Hannah, que até então estava calada, irrompe em uma alta gargalhada. Seu corpo franzino se dobra e as lágrimas escorrem por seu rosto. Uma mão vai direto para sua boca, tentando conter o riso que parece não ter fim. Os três garotos a observam por alguns segundos antes de segui-la no acesso de riso. Após vários minutos eles conseguem se recompor. E Hannah comenta com ar de pouco caso.

- Como se você fosse muito versado em sexo, Ariel. Você sequer beijou alguém! Tudo o que você sabe aprendeu em livros e internet.

- Nunca mais conto meus segredos para vocês!

- olha aqui, nanico, você sabe que pode contar conosco e que seus segredos estão bem guardados. Então deixe de frescura e ouça o que eu tenho a dizer.

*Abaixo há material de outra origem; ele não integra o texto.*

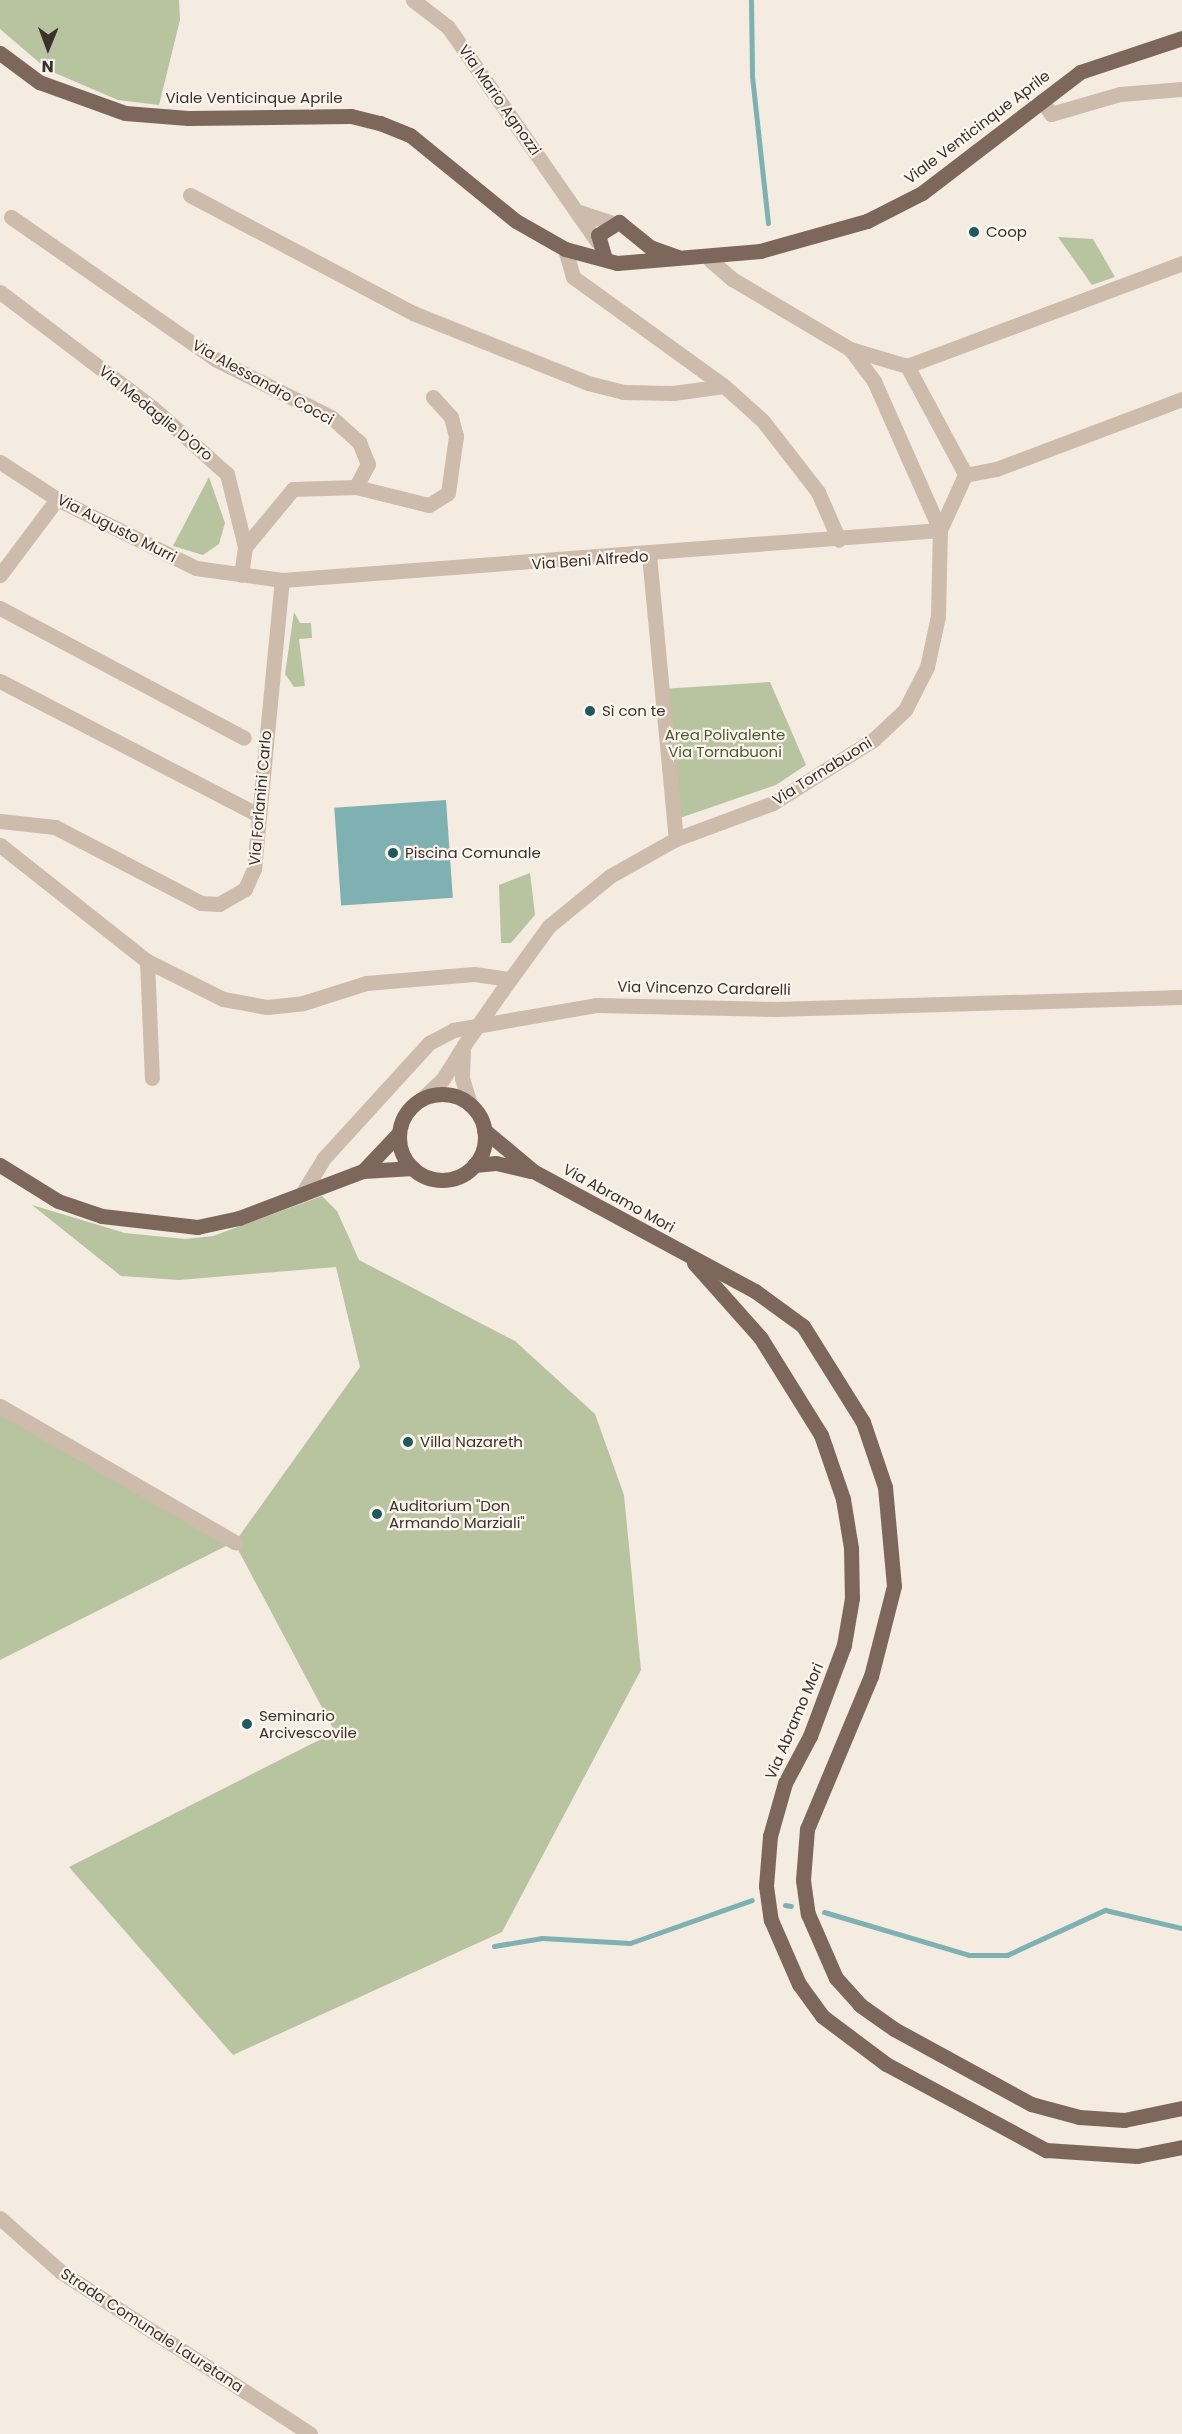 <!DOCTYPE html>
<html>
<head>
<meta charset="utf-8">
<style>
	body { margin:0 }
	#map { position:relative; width:1182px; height:2434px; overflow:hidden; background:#f4ebe1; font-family:Poppins,sans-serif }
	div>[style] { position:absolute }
	.green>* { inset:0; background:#b8c4a0 }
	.water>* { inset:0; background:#7fb0b2; transform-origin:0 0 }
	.stream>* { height:5px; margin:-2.5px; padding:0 2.5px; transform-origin:2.5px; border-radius:2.5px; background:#7fb0b2 }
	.minor>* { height:15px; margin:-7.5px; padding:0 7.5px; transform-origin:7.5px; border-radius:7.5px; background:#cdbbac }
	.major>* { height:15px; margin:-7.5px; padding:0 7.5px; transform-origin:7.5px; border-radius:7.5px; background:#7d675c }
	.major>.ring { margin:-7.5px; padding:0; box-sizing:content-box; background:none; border:15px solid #7d675c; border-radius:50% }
	.minor-bridge>* { height:15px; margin:-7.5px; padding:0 7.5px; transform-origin:7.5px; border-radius:7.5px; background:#cdbbac }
	.dots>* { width:16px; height:16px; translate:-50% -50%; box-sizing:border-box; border:3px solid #fbf5ee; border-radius:50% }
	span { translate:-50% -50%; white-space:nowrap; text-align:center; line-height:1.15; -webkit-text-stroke:4.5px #fbf5ee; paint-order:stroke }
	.street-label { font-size:15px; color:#3b302b }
	.poi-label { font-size:15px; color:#3b302b }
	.left { translate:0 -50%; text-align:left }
	.park-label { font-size:15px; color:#4a5a2e }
	.north { position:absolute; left:18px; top:18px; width:60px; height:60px; -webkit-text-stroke:4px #fbf5ee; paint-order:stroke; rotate:181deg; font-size:16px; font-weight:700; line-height:24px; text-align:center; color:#3b302b }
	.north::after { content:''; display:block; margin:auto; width:21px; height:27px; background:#3b302b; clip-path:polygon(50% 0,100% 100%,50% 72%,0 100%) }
</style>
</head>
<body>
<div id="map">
	<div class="green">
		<i style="clip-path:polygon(0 0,179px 0,180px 20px,159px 105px,118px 100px,48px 70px,0 29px)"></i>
		<i style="clip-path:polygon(1058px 237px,1093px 239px,1115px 277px,1092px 285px)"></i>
		<i style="clip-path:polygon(209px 477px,225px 523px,219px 544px,203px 555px,173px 546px)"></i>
		<i style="clip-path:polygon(294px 612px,300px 623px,311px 623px,312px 638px,299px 639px,305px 686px,294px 687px,285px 674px)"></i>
		<i style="clip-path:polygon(770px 682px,806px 765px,776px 785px,677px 819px,661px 689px)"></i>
		<i style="clip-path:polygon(530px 873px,535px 915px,511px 943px,501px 943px,499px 885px)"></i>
		<i style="clip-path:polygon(322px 1196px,337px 1211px,359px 1260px,515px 1341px,595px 1414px,624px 1495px,641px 1670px,502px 1932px,233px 2055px,69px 1867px,335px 1732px,234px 1542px,0 1660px,0 1406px,235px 1542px,360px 1367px,336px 1267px,179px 1280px,121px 1276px,32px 1205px,125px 1233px,185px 1239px,213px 1236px)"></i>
	</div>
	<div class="water">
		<i style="left:446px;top:800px;width:98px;height:112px;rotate:86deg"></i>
	</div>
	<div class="stream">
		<i style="left:751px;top:0;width:76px;rotate:89.2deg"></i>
		<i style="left:752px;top:76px;width:148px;rotate:83.8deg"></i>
		<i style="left:785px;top:1905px;width:6px;rotate:9deg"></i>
		<i style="left:824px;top:1912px;width:151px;rotate:16.5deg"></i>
		<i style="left:969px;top:1955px;width:38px"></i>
		<i style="left:1007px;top:1955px;width:108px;rotate:-24.7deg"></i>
		<i style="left:1105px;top:1910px;width:79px;rotate:13.2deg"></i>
		<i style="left:494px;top:1946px;width:49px;rotate:-9.5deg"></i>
		<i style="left:542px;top:1938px;width:88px;rotate:3.3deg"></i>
		<i style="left:630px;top:1943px;width:129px;rotate:-19.4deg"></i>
	</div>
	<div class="minor">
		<i style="left:413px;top:0;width:44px;rotate:37.6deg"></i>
		<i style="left:448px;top:27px;width:261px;rotate:55.2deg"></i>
		<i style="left:1042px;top:101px;width:16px;rotate:55deg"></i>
		<i style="left:1051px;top:114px;width:72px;rotate:-16.2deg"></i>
		<i style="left:1120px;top:94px;width:62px;rotate:-4.6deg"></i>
		<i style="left:190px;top:195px;width:252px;rotate:27.9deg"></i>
		<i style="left:413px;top:313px;width:188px;rotate:21.8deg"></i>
		<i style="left:588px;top:383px;width:36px;rotate:14deg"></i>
		<i style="left:623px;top:392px;width:50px;rotate:1.1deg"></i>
		<i style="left:673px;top:393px;width:51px;rotate:-7.8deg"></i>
		<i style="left:579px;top:212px;width:36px;rotate:18deg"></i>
		<i style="left:11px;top:217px;width:249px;rotate:34.8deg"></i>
		<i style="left:215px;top:359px;width:130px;rotate:26.6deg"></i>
		<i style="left:331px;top:417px;width:38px;rotate:42deg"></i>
		<i style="left:359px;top:442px;width:24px;rotate:68deg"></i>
		<i style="left:368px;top:464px;width:26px;rotate:118deg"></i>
		<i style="left:356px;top:487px;width:63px;rotate:178.2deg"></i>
		<i style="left:293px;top:489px;width:75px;rotate:129.6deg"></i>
		<i style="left:565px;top:249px;width:29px;rotate:74deg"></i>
		<i style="left:573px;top:277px;width:186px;rotate:35.8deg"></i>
		<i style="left:724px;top:386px;width:52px;rotate:41.9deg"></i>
		<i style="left:763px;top:421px;width:90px;rotate:52.2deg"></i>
		<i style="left:818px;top:492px;width:52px;rotate:66.4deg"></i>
		<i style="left:0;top:292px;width:192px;rotate:37.2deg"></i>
		<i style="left:153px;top:408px;width:99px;rotate:41.7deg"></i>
		<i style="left:227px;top:474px;width:75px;rotate:76.1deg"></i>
		<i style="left:245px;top:547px;width:28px;rotate:98deg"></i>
		<i style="left:850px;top:349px;width:40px;rotate:53deg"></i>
		<i style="left:874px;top:381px;width:163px;rotate:66.1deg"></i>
		<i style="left:907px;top:366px;width:294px;rotate:-20.5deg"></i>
		<i style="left:0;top:462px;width:68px;rotate:33deg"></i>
		<i style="left:57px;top:499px;width:155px;rotate:26.4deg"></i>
		<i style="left:196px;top:568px;width:87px;rotate:7.9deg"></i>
		<i style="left:282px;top:580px;width:660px;rotate:-4.35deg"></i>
		<i style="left:965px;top:475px;width:32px;rotate:-11deg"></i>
		<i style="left:996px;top:469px;width:199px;rotate:-20.6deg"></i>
		<i style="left:356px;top:487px;width:75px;rotate:13.9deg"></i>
		<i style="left:429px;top:505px;width:22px;rotate:-32deg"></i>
		<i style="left:448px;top:493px;width:58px;rotate:-82deg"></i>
		<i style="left:456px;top:436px;width:20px;rotate:-105deg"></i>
		<i style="left:451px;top:417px;width:27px;rotate:-132deg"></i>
		<i style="left:649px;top:555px;width:285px;rotate:84.6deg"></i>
		<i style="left:0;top:575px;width:95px;rotate:-53.1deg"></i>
		<i style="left:0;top:608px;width:276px;rotate:28deg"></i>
		<i style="left:0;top:681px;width:291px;rotate:27.4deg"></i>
		<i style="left:0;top:821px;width:55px;rotate:6.2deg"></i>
		<i style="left:55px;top:827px;width:165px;rotate:27.5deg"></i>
		<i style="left:201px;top:903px;width:18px;rotate:3deg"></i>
		<i style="left:219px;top:904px;width:30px;rotate:-30deg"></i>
		<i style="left:245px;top:889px;width:22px;rotate:-66deg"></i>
		<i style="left:254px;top:869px;width:290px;rotate:-84.5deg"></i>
		<i style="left:0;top:845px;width:187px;rotate:38.3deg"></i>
		<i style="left:147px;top:961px;width:85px;rotate:26.6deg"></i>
		<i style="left:223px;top:999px;width:45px;rotate:10.3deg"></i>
		<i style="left:267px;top:1007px;width:36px;rotate:-6deg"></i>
		<i style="left:303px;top:1003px;width:66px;rotate:-17.6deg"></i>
		<i style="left:366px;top:983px;width:108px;rotate:-4.8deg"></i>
		<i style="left:474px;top:974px;width:36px;rotate:8deg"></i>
		<i style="left:147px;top:961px;width:117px;rotate:87.6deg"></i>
		<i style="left:501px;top:992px;width:82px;rotate:-54deg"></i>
		<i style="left:549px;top:926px;width:79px;rotate:-39.3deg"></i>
		<i style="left:610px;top:876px;width:76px;rotate:-29.3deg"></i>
		<i style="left:676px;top:839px;width:103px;rotate:-20.4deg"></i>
		<i style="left:773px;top:803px;width:118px;rotate:-32.2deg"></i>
		<i style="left:873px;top:740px;width:44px;rotate:-43.2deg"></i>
		<i style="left:905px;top:710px;width:48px;rotate:-62.9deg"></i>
		<i style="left:927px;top:667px;width:52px;rotate:-77.8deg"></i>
		<i style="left:938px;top:616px;width:86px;rotate:-88.7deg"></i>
		<i style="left:940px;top:530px;width:60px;rotate:-65.6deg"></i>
		<i style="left:965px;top:475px;width:8px;rotate:-113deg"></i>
		<i style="left:962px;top:468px;width:116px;rotate:-118.3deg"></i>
		<i style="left:907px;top:366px;width:59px;rotate:-163.4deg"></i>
		<i style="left:850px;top:349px;width:137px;rotate:-149.3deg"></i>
		<i style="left:732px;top:279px;width:29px;rotate:-139deg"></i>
		<i style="left:463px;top:1049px;width:29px;rotate:92deg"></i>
		<i style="left:462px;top:1078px;width:28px;rotate:73deg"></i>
		<i style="left:423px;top:1098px;width:28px;rotate:-44deg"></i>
		<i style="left:443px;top:1079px;width:40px;rotate:-58deg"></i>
		<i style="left:302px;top:1194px;width:42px;rotate:-58.6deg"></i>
		<i style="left:324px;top:1158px;width:156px;rotate:-47.6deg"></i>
		<i style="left:429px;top:1043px;width:27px;rotate:-28deg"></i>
		<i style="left:453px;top:1030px;width:145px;rotate:-9.9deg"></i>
		<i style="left:596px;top:1005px;width:180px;rotate:1.3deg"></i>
		<i style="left:776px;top:1009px;width:406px;rotate:-1.7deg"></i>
		<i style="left:0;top:1406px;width:272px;rotate:30.1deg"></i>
		<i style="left:0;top:2218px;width:81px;rotate:41.5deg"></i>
		<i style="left:61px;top:2272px;width:297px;rotate:33deg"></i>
	</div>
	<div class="major">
		<i style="left:0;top:53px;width:49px;rotate:36.6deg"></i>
		<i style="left:39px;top:82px;width:91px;rotate:19.8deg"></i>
		<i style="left:125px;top:113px;width:63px;rotate:4.5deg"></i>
		<i style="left:188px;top:118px;width:163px;rotate:-0.7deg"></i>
		<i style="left:351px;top:116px;width:30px;rotate:14deg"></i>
		<i style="left:380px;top:123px;width:32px;rotate:22deg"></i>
		<i style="left:410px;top:135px;width:136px;rotate:39.1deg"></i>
		<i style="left:516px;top:221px;width:56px;rotate:29.7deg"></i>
		<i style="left:565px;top:249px;width:54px;rotate:15.1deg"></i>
		<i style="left:617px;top:263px;width:144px;rotate:-4.8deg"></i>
		<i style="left:760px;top:251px;width:111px;rotate:-15.7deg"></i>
		<i style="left:867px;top:221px;width:62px;rotate:-27deg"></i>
		<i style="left:922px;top:193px;width:199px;rotate:-37.4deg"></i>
		<i style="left:1080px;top:72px;width:108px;rotate:-18.4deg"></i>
		<i style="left:605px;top:259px;width:25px;rotate:-106deg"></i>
		<i style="left:598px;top:235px;width:25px;rotate:-32deg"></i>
		<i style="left:619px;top:222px;width:40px;rotate:39deg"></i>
		<i style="left:650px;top:247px;width:29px;rotate:20deg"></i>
		<i class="ring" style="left:399px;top:1094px;width:71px;height:71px"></i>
		<i style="left:484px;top:1130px;width:64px;rotate:39.9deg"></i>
		<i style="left:533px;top:1171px;width:252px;rotate:28.4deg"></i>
		<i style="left:755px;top:1291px;width:59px;rotate:36.1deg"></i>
		<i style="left:803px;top:1326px;width:113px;rotate:58deg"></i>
		<i style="left:863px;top:1422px;width:69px;rotate:71.3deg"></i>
		<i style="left:885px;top:1487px;width:99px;rotate:84.8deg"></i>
		<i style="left:894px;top:1586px;width:93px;rotate:104.3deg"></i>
		<i style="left:871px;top:1676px;width:166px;rotate:112.7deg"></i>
		<i style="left:807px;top:1829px;width:51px;rotate:94.5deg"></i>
		<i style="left:803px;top:1880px;width:34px;rotate:82deg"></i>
		<i style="left:808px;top:1914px;width:70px;rotate:66.4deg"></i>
		<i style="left:836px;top:1978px;width:36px;rotate:48deg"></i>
		<i style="left:860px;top:2005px;width:42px;rotate:35.2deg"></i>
		<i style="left:894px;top:2029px;width:156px;rotate:28.7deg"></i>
		<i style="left:1031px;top:2104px;width:50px;rotate:15.2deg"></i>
		<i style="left:1079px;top:2117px;width:45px;rotate:3.8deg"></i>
		<i style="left:1124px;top:2120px;width:59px;rotate:-11.7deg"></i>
		<i style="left:0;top:1165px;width:68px;rotate:31.8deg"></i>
		<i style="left:58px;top:1201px;width:46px;rotate:18.8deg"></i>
		<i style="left:102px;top:1216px;width:96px;rotate:6.6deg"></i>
		<i style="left:197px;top:1227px;width:43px;rotate:-12.1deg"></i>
		<i style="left:239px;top:1218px;width:133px;rotate:-20.8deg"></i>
		<i style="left:363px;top:1171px;width:50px;rotate:-3.4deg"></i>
		<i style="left:474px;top:1165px;width:22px;rotate:-5deg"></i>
		<i style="left:496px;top:1163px;width:35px;rotate:13deg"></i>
		<i style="left:364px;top:1170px;width:51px;rotate:-46.6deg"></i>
		<i style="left:694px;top:1263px;width:99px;rotate:48.3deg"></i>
		<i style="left:760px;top:1337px;width:115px;rotate:58.1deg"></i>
		<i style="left:821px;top:1435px;width:68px;rotate:71deg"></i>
		<i style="left:843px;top:1499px;width:50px;rotate:80.7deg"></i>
		<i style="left:851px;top:1548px;width:50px;rotate:88.9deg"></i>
		<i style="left:852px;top:1598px;width:48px;rotate:99.7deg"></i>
		<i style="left:844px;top:1645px;width:97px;rotate:110.5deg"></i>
		<i style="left:810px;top:1736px;width:53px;rotate:118deg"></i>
		<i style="left:785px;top:1783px;width:55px;rotate:105.8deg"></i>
		<i style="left:770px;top:1836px;width:50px;rotate:94.6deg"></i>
		<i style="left:766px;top:1886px;width:34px;rotate:82deg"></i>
		<i style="left:771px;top:1920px;width:70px;rotate:66.4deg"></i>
		<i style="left:799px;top:1984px;width:39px;rotate:54deg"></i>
		<i style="left:822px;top:2016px;width:80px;rotate:36.9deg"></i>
		<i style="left:886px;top:2064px;width:182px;rotate:28.3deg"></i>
		<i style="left:1046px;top:2150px;width:91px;rotate:3.8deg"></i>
		<i style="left:1137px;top:2156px;width:46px;rotate:-11.3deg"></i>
	</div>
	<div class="minor-bridge">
		<i style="left:464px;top:1045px;width:65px;rotate:-55.1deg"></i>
	</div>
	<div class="dots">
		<i style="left:974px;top:232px;background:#1f5a5e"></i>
		<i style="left:590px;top:711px;background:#1f5a5e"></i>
		<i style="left:393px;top:853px;background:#1f5a5e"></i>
		<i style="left:408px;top:1442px;background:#1f5a5e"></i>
		<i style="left:377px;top:1514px;background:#1f5a5e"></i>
		<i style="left:247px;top:1724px;background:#1f5a5e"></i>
	</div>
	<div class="street-label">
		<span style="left:254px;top:98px">Viale Venticinque Aprile</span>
		<span style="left:500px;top:100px;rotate:55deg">Via Mario Agnozzi</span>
		<span style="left:977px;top:127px;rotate:-37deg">Viale Venticinque Aprile</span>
		<span style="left:263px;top:382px;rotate:29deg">Via Alessandro Cocci</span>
		<span style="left:156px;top:413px;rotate:39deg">Via Medaglie D'Oro</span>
		<span style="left:117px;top:528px;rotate:27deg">Via Augusto Murri</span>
		<span style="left:590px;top:560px;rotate:-4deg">Via Beni Alfredo</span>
		<span style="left:822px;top:771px;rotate:-32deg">Via Tornabuoni</span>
		<span style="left:260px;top:798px;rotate:-85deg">Via Forlanini Carlo</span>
		<span style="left:704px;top:988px;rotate:1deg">Via Vincenzo Cardarelli</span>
		<span style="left:619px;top:1198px;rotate:29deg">Via Abramo Mori</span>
		<span style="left:794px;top:1721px;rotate:-67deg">Via Abramo Mori</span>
		<span style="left:152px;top:2330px;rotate:33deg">Strada Comunale Lauretana</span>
	</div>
	<div class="poi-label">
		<span class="left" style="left:986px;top:232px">Coop</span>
		<span class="left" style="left:602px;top:711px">Sì con te</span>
		<span class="left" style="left:405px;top:853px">Piscina Comunale</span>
		<span class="left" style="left:420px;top:1442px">Villa Nazareth</span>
		<span class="left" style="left:389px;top:1514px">Auditorium "Don<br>Armando Marziali"</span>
		<span class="left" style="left:259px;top:1724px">Seminario<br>Arcivescovile</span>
	</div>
	<div class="park-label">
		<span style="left:725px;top:743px">Area Polivalente<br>Via Tornabuoni</span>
	</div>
	<div class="north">N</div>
</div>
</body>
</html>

- Sim senhor, mestre Arthur Davenport!

- Idiota! Os novos alunos são dois rapazes de dezessete anos: Lucian Beauchamp e Dominic Fitzgerald-Mortimer. Não faça essa cara! Não sabe que as famílias deles são as duas mais importantes, ricas e influentes do país?

Não. Ariel não sabia. Porque toda vez que seu pai queria falar sobre dinheiro, riqueza e tradição, Ariel corria para o seu mundinho e não ouvia uma única palavra. Ele não sabia quem era o rei da porra toda e tampouco se importava com isso! O barulho de um veículo se aproximando fez os quatro praticamente voarem para a janela. Uma enorme limusine se aproximava da entrada principal. Os garotos se espremiam na estreita janela tentando ver quem sairia do veículo. Após parar totalmente, o motorista uniformizado saiu, dando a volta e abrindo a porta de trás. Dois jovens muito altos e musculosos caminham para a entrada, um de cabelos negros e outro ruivo. Mais do que isso era impossível ver. Até que os dois rapazes olham diretamente para a janela onde os quatro pares de olhos os observam. O olhar de Ariel fica preso às duas safiras que, por alguns segundos, o fitaram intensamente, alheio ao fato de que outro par de olhos, estes cor de avelã, também estavam fixos nele.